Best Practices for Virtualizing Microsoft Exchange 2010

  • Supported Exchange Virtualization Scenarios
    • Exchange 2010 SP1 or later
    • Hyper-V or any hypervisor in the Server Virtualization Validation Program (SVVP) – link provided below.
  • Items Not Supported when Virtualizing Exchange
    • Hypervisor snapshots
    • Differencing / Delta disks
    • CPU oversubscription in a ratio > 2:1
    • Applications running on the parent / root partition
    • VSS backups of VMs from root
    • NAS storage of virtual disk files
  • JetStress Support in Virtualized Environments
    • Supported in VMs on Microsoft Windows Server 2008 R2 or later
    • Supported in VMs on Microsoft Hyper-V Server 2008 R2 or later
    • Supported in VMs on VMware ESX 4.1 or later
    • More Info –
  • Big Problems to Avoid for Production Exchange VMs
    • Dynamic Memory / Memory Overcommit
    • VM Snapshots
    • CPU Oversubscription
  • Overview of Best Practices
    • Hypervisor adds CPU overhead – 10-12% in our Exchange 2010 tests
    • Size for physical and provide those resources to each VM
    • Exchange is architected for scale-out scenarios, avoid “all eggs in one basket”
  • Resource Sizing
    • Start with physical sizing process – use calculator (listed below)
    • Account for virtualization overhead (10-12%)
    • Determine VM placement to account for HA
    • Size root servers, storage and network infrastructure
  • Guest VM sizing
    • Size Mailbox role first – other role sizes factored from Mailbox server requirements
    • Considerations for use of Multi-role servers – Mailbox, Hub and CAS roles on single VM
  • Unified Messaging Sizing
    • Min 4 Virtual Processors (VP)
    • VM with 4VP & 16GB memory can handle 40 concurrent calls with Voice Mail Preview (65 calls without)
  • Storage Decisions
    • Exchange storage separate from Guest OS virtual disk physical storage
    • Must be fixed virtual disk, SCSI pass-through (RDM) or iSCSI (terminated at host or guest)

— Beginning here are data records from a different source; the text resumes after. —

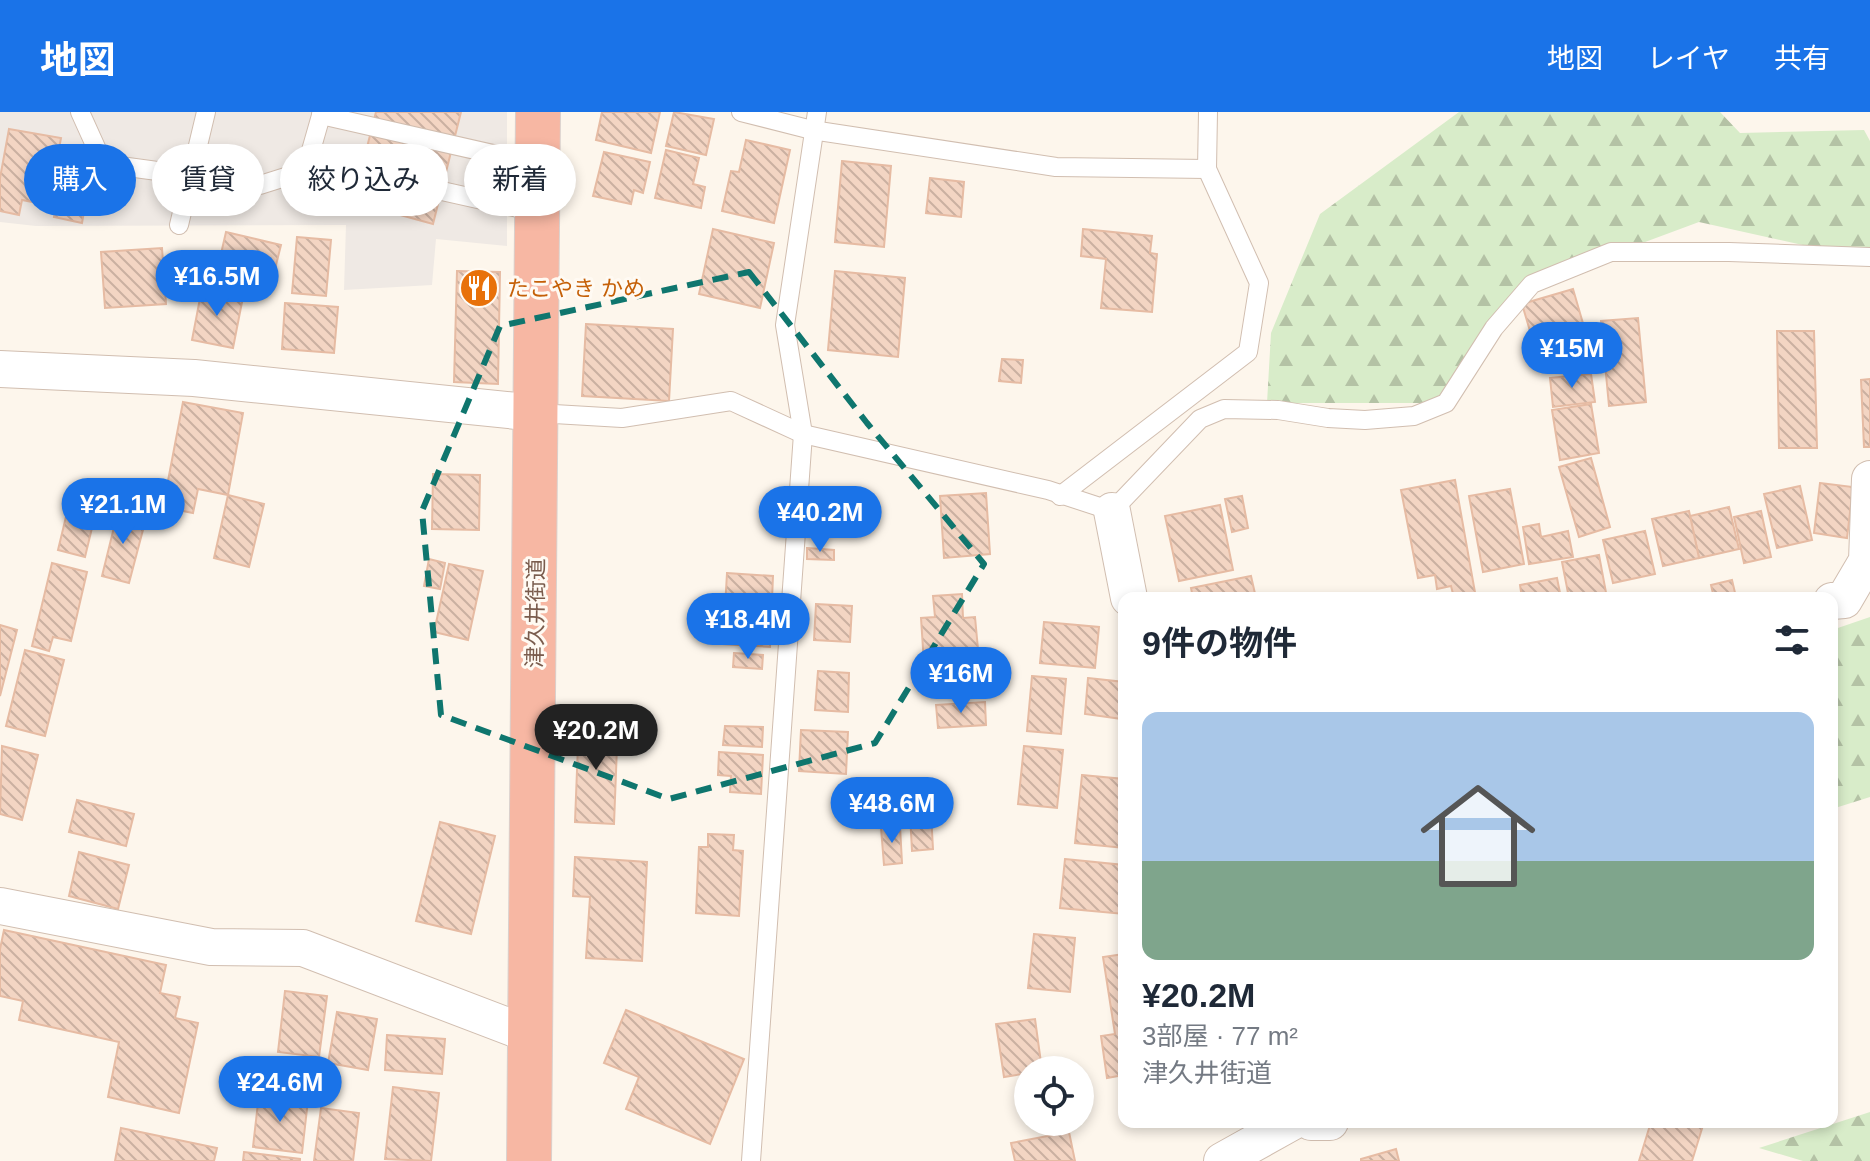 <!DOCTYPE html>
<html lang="ja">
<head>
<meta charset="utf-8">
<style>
  body { margin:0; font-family:Arial,"Noto Sans JP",sans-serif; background:#f6f6f7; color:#1f2937; height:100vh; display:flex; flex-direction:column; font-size:30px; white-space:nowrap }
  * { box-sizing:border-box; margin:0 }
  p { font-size:26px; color:#747a83 }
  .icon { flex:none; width:44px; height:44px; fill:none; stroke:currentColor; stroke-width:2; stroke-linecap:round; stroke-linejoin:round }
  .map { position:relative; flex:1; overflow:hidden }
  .side { position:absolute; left:1118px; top:480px; width:720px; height:536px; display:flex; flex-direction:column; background:#fff; border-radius:16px; box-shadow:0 4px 12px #0003 }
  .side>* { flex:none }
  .top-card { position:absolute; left:24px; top:32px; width:760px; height:72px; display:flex; gap:16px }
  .buttons { position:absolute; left:1014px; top:944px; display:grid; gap:16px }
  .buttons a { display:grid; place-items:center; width:80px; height:80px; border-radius:50%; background:#fff; box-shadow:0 4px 12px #0003; font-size:40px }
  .price { position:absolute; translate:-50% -68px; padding:0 18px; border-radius:28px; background:#1a73e8; color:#fff; font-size:26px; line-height:52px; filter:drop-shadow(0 2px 4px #0008) }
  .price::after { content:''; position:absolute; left:50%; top:48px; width:24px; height:18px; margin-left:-12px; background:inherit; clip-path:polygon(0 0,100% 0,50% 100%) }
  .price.selected { background:#222; color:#fff }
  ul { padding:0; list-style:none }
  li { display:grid; align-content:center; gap:16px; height:424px; padding:0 24px }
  li span { display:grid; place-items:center; height:248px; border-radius:16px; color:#555 }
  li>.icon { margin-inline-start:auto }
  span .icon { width:144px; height:144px; fill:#fffc; stroke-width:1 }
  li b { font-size:34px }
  h2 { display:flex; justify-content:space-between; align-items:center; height:96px; padding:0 24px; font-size:34px }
  .tag { padding:0 28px; border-radius:36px; background:#fff; box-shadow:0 4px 12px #0003; font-size:28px; line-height:72px }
  .tag.selected { background:#1a73e8; color:#fff }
  header { display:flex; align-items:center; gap:48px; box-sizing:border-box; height:112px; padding:0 40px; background:#1a73e8; color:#fff }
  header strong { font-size:38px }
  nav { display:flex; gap:44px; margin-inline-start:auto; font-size:28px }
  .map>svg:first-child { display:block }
</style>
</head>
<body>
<header>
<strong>地図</strong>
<nav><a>地図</a><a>レイヤ</a><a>共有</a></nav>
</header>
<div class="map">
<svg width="1870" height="1049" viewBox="0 0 1870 1049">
  <defs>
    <pattern id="forest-firs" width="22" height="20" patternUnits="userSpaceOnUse" patternTransform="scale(2)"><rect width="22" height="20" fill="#d8ecc9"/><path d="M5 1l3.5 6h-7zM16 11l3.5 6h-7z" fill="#b4c2a5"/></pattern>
    <pattern id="building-back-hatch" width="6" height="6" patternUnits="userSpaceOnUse" patternTransform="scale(2)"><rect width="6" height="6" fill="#f3d5c3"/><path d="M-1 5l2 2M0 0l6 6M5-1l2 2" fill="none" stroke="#cab0a1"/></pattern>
  </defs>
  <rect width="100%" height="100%" fill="#fdf6ec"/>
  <!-- industrial -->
  <polygon fill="#efe9e4" points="0,0 507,0 507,134 436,127 432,173 344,178 346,113 36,114 0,110"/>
  <!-- forest -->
  <g fill="url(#forest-firs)">
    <polygon points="1459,0 1720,0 1740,21 1864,18 1870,29 1870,148 1699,110 1532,172 1446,291 1267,291 1271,221 1320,102"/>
    <polygon points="1870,505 1870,685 1832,697 1832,518"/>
    <polygon points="1870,1000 1870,1049 1803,1049 1759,1036"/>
  </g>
  <!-- building -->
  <g fill="url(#building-back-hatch)" stroke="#e6bba3" stroke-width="2">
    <polygon points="376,0 461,0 433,112 353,90"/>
    <polygon points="602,0 660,0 651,41 596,28"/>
    <polygon points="674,0 714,7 706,43 666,34"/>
    <polygon points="9,17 61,26 48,93 22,88 19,103 0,99 0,66"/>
    <polygon points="746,28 790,38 774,111 722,99 731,59 739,60"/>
    <polygon points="67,38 80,41 74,80 87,82 82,111 54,105"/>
    <polygon points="666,38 699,46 693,72 705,75 701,96 655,86"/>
    <polygon points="604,40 650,50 643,81 634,78 631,92 593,84"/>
    <polygon points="842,49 891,54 884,135 835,130"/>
    <polygon points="930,66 964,70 961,105 926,101"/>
    <polygon points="713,117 774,131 760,196 699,182"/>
    <polygon points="1083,117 1152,124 1150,141 1157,142 1152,200 1101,196 1106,147 1081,144"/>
    <polygon points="226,120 281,133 269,181 215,168"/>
    <polygon points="297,125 331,128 326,184 292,181"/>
    <polygon points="162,136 166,192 105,196 101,140"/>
    <polygon points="457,159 500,160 498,272 454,270"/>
    <polygon points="835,159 905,166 898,245 828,238"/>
    <polygon points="202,176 243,185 233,236 192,228"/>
    <polygon points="1573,177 1589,232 1538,246 1522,192"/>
    <polygon points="285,191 338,195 334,241 282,237"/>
    <polygon points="1638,206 1646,290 1609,294 1601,209"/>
    <polygon points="586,212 673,217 669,289 582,284"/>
    <polygon points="1777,219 1814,219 1817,336 1779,336"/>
    <polygon points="1002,247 1023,248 1021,271 999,269"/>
    <polygon points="1591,262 1595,290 1553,295 1550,266"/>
    <polygon points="1870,267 1870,335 1864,335 1861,268"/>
    <polygon points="183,290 243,301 228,383 198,377 193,401 163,395"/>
    <polygon points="1591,292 1599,341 1560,348 1552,298"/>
    <polygon points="1591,346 1610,415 1579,425 1559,355"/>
    <polygon points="433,362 480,363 479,418 432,417"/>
    <polygon points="1455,368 1476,486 1454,486 1451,474 1437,477 1435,463 1418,466 1401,378"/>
    <polygon points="1820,371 1853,375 1847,426 1814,421"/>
    <polygon points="1800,374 1812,428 1777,436 1764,382"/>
    <polygon points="1510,377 1524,452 1483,460 1469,384"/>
    <polygon points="986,381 990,442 944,446 940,384"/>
    <polygon points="228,383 264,392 249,455 214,446"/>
    <polygon points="1242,384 1248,416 1232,420 1225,387"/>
    <polygon points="70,388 97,395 85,445 58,438"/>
    <polygon points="1220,393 1233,458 1179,469 1165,404"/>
    <polygon points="119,395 139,399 135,412 144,414 129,471 102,464"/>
    <polygon points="1729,395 1739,437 1699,446 1690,404"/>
    <polygon points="1689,399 1699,446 1663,454 1652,407"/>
    <polygon points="1761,399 1771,445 1744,451 1734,405"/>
    <polygon points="1539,412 1541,425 1568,419 1573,445 1529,452 1523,415"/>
    <polygon points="1645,419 1655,462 1613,471 1603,428"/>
    <polygon points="807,436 834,438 834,448 807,447"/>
    <polygon points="1599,443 1607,486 1569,486 1562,450"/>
    <polygon points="429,447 445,451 440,477 424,474"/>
    <polygon points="52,451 87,460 71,529 53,525 49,539 32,534"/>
    <polygon points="449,452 483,459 468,528 434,520"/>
    <polygon points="727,461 773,464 770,535 723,532"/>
    <polygon points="1251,464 1256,486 1193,486 1191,476"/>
    <polygon points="1557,466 1561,486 1522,486 1520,473"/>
    <polygon points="1732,468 1736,485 1714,486 1711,473"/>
    <polygon points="962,482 963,506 975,505 978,537 988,537 991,577 926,582 921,506 935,505 933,484"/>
    <polygon points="816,492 852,494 850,530 814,528"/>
    <polygon points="1044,510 1099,515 1095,556 1040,551"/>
    <polygon points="0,513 17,518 0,584"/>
    <polygon points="25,538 64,548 45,624 6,614"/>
    <polygon points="734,541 763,543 762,557 733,555"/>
    <polygon points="818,559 849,561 848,600 815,598"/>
    <polygon points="1032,564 1066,567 1061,622 1027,619"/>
    <polygon points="1088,566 1124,570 1122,607 1085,602"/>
    <polygon points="985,590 986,613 938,616 936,593"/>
    <polygon points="579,607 618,609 614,712 575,710"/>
    <polygon points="725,614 763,615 762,635 723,633"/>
    <polygon points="801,618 848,620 846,662 799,659"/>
    <polygon points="2,634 38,643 22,708 0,702"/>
    <polygon points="1024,634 1063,638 1057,696 1018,692"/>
    <polygon points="719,640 763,643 761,682 730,680 731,664 718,663"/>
    <polygon points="1082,663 1124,667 1124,736 1075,731"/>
    <polygon points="77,688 134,702 126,734 69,720"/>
    <polygon points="931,701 933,737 912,739 910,702"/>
    <polygon points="440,710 495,724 471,822 416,809"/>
    <polygon points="900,714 902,751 884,753 881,716"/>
    <polygon points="708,722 734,723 733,738 743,739 739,804 696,801 699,735 708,735"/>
    <polygon points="79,740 129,753 118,797 69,784"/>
    <polygon points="575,745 647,750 642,849 586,846 590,785 573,784"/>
    <polygon points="1065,747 1124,753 1124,802 1060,796"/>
    <polygon points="4,818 166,853 160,881 180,885 175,906 198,911 179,1001 108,985 119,930 19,908 23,889 0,884 0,837"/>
    <polygon points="1034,822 1075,826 1070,880 1028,876"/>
    <polygon points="1124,842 1124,963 1107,966 1101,924 1115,922 1103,845"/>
    <polygon points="285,879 327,884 319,945 278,940"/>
    <polygon points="626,898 744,947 710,1032 626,997 639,965 604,951"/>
    <polygon points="337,900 377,907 368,958 328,951"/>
    <polygon points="1035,907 1042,958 1028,958 1028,961 1004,965 996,912"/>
    <polygon points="387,923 445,927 442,962 385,958"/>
    <polygon points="393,975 439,981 431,1049 385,1047"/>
    <polygon points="259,982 308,988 302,1041 253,1035"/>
    <polygon points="321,996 359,1001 353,1049 314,1049"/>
    <polygon points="1651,1010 1704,1010 1692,1049 1639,1049"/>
    <polygon points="121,1016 217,1036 214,1049 115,1049"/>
    <polygon points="1069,1020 1075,1049 1015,1049 1011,1031"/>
    <polygon points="1396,1037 1399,1049 1361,1049 1361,1047"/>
    <polygon points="244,1040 300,1047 300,1049 243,1049"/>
  </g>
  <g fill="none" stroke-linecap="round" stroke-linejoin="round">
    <defs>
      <g id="lane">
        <polyline points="80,0 99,42 113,53 260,73 298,61 308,49 322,0"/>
        <polyline points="741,0 812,18 1056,55 1207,57"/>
        <polyline points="321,3 537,52"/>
        <polyline points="308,49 536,100"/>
        <polyline points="179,113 206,0"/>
        <polyline points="537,301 622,306 731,289 803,322 1048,378 1112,399 1200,307 1224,297 1278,298 1328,306 1365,308 1414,304 1446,291 1494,216 1532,172 1611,140 1729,140 1870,145"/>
        <polyline points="1060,384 1248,240 1259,171 1207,57 1208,0"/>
        <polyline points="751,1049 803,322 785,213 817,0"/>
      </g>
      <g id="street">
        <polyline points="0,257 194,266 537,301"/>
        <polyline points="1112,399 1129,486"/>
        <polyline points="1832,489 1844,488 1867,449 1870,367"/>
        <polyline points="0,794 211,835 303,836 531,923"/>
        <polyline points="1311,1010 1330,1010"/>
        <polyline points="1222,1049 1292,1010"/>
      </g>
      <polyline id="highway" points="529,1049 538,0"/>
    </defs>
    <!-- lane casing -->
    <use href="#lane" stroke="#d1beb0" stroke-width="20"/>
    <!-- street casing -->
    <use href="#street" stroke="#d1beb0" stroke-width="38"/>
    <!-- highway casing -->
    <use href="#highway" stroke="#dad1cd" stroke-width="46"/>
    <!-- lane -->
    <use href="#lane" stroke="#fff" stroke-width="18"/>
    <!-- street -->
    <use href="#street" stroke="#fff" stroke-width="36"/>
    <!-- highway -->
    <use href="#highway" stroke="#f7b7a3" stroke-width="44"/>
  </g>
  <!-- marked area -->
  <path fill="none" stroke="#0f766e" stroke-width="6" stroke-dasharray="16 10" stroke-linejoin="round" d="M749 160 867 311 984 452 875 631 669 687 441 603 422 399 500 214Z"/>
  <!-- icons -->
  <defs>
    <symbol id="restaurant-disc" viewBox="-11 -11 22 22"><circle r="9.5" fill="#e8710a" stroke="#fffaf3"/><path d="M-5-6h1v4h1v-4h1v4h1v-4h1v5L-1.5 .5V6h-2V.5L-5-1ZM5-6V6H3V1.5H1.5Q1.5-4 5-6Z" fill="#fff"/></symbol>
  </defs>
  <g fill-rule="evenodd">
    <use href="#restaurant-disc" x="457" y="154" width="44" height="44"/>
  </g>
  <g text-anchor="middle" stroke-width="6" stroke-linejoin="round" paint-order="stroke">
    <!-- food labels -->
    <g font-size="22" fill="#c56008" stroke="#fffaf3" text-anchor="start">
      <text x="507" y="184">たこやき かめ</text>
    </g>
    <!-- street labels -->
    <g font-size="22" fill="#7a5c4d" stroke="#fffaf3">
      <text transform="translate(535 501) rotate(-89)" y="8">津久井街道</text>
    </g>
  </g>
</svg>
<div class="buttons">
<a><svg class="icon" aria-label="locate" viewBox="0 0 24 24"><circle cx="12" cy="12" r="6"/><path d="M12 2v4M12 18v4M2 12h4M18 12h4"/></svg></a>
</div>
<b class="price" style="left:217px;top:206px">¥16.5M</b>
<b class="price" style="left:1572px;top:278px">¥15M</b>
<b class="price" style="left:123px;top:434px">¥21.1M</b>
<b class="price" style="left:820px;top:442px">¥40.2M</b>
<b class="price" style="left:748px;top:549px">¥18.4M</b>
<b class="price" style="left:961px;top:603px">¥16M</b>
<b class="price selected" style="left:596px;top:660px">¥20.2M</b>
<b class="price" style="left:892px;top:733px">¥48.6M</b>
<b class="price" style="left:280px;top:1012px">¥24.6M</b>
<div class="top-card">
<a class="tag selected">購入</a>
<a class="tag">賃貸</a>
<a class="tag">絞り込み</a>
<a class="tag">新着</a>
</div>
<section class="side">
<h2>9件の物件<svg class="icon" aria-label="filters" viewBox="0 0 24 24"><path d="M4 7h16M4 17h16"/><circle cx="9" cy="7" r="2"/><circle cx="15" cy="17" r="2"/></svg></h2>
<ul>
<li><span style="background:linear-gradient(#a9c7e8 60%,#7fa58c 0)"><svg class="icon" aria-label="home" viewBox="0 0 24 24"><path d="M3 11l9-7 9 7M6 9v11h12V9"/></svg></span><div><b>¥20.2M</b><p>3部屋 · 77 m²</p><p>津久井街道</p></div></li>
</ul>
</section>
</div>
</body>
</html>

    • SCSI pass-through (RDM) recommended to host queues, DBs and logfile streams unless using Hyper-V Live Migration where CSV is recommended
    • Must be block-level storage – NAS volumes not supported
  • Virtual Processors
    • Prefer smaller number of multi-core VMs vs many single-core VMs
    • Don’t assume that a hyperthreaded (SMT) CPU is a full CPU core
  • Private Cloud
    • Good model for providing virtual infrastructure resources  to Exchange, but be careful with “dynamic” cloud capabilities
    • Be prepared to apply different resource management policies to Exchange VMs
  • Host-based Failover Clustering
    • Not an “Exchange Aware” HA Solution – Does not provide HA in the event of storage failure / data corruption
    • If using, combine with DAG when possible to provide maximum HA – Admin can re-balance DAG after failover to redistribute
  • VM Live Migration and Exchange
    • DAG does not need to be dynamically re-balanced
    • Use CSV rather than pass-through LUNS for all Mailbox VM storage
    • Consider relaxing cluster heartbeat timeouts (5 seconds = default, 30 seconds = max recommended)
    • Size network appropriately for Live Migration
  • VM Placement
    • Don’t co-locate DAG database copies on same physical hosts
    • Distribute VMs running same roles to different physical hosts
    • If not using multi-role VM’s, consider isolating mailbox and hub role VMs on separate physical hosts if possible.